_To do_:
Would you print the whole listing again, word for word?

_Listed records_:
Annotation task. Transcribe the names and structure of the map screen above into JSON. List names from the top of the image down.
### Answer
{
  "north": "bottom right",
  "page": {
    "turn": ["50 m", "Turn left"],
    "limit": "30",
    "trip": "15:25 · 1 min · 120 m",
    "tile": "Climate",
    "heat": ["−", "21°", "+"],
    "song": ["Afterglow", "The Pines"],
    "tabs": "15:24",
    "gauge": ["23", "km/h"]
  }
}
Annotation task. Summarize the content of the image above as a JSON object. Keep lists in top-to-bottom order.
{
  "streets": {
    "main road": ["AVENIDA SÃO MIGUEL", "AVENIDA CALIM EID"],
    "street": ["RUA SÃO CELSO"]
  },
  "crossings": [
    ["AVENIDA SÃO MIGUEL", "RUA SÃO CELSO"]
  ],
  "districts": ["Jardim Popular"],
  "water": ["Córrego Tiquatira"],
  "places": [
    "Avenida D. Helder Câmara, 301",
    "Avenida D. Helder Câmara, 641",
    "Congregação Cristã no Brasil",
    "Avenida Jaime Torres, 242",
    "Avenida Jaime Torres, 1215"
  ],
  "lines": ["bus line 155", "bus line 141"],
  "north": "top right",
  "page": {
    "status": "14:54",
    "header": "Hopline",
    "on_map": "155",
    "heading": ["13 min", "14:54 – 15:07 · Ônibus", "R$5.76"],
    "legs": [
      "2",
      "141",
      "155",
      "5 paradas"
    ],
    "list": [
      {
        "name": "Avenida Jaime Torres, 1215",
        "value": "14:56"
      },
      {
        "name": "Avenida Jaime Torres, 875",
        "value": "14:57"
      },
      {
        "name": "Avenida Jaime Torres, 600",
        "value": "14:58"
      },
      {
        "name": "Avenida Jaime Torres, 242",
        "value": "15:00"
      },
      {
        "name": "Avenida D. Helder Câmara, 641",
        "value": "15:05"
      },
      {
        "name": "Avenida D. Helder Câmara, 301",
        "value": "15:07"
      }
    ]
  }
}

_Response area_:
Annotation task. Transcribe the names and structure of the map screen above into JSON. List names from the top of the image down.
### Answer
{
  "north": "bottom right",
  "page": {
    "turn": ["50 m", "Turn left"],
    "limit": "30",
    "trip": "15:25 · 1 min · 120 m",
    "tile": "Climate",
    "heat": ["−", "21°", "+"],
    "song": ["Afterglow", "The Pines"],
    "tabs": "15:24",
    "gauge": ["23", "km/h"]
  }
}
Annotation task. Summarize the content of the image above as a JSON object. Keep lists in top-to-bottom order.
{
  "streets": {
    "main road": ["AVENIDA SÃO MIGUEL", "AVENIDA CALIM EID"],
    "street": ["RUA SÃO CELSO"]
  },
  "crossings": [
    ["AVENIDA SÃO MIGUEL", "RUA SÃO CELSO"]
  ],
  "districts": ["Jardim Popular"],
  "water": ["Córrego Tiquatira"],
  "places": [
    "Avenida D. Helder Câmara, 301",
    "Avenida D. Helder Câmara, 641",
    "Congregação Cristã no Brasil",
    "Avenida Jaime Torres, 242",
    "Avenida Jaime Torres, 1215"
  ],
  "lines": ["bus line 155", "bus line 141"],
  "north": "top right",
  "page": {
    "status": "14:54",
    "header": "Hopline",
    "on_map": "155",
    "heading": ["13 min", "14:54 – 15:07 · Ônibus", "R$5.76"],
    "legs": [
      "2",
      "141",
      "155",
      "5 paradas"
    ],
    "list": [
      {
        "name": "Avenida Jaime Torres, 1215",
        "value": "14:56"
      },
      {
        "name": "Avenida Jaime Torres, 875",
        "value": "14:57"
      },
      {
        "name": "Avenida Jaime Torres, 600",
        "value": "14:58"
      },
      {
        "name": "Avenida Jaime Torres, 242",
        "value": "15:00"
      },
      {
        "name": "Avenida D. Helder Câmara, 641",
        "value": "15:05"
      },
      {
        "name": "Avenida D. Helder Câmara, 301",
        "value": "15:07"
      }
    ]
  }
}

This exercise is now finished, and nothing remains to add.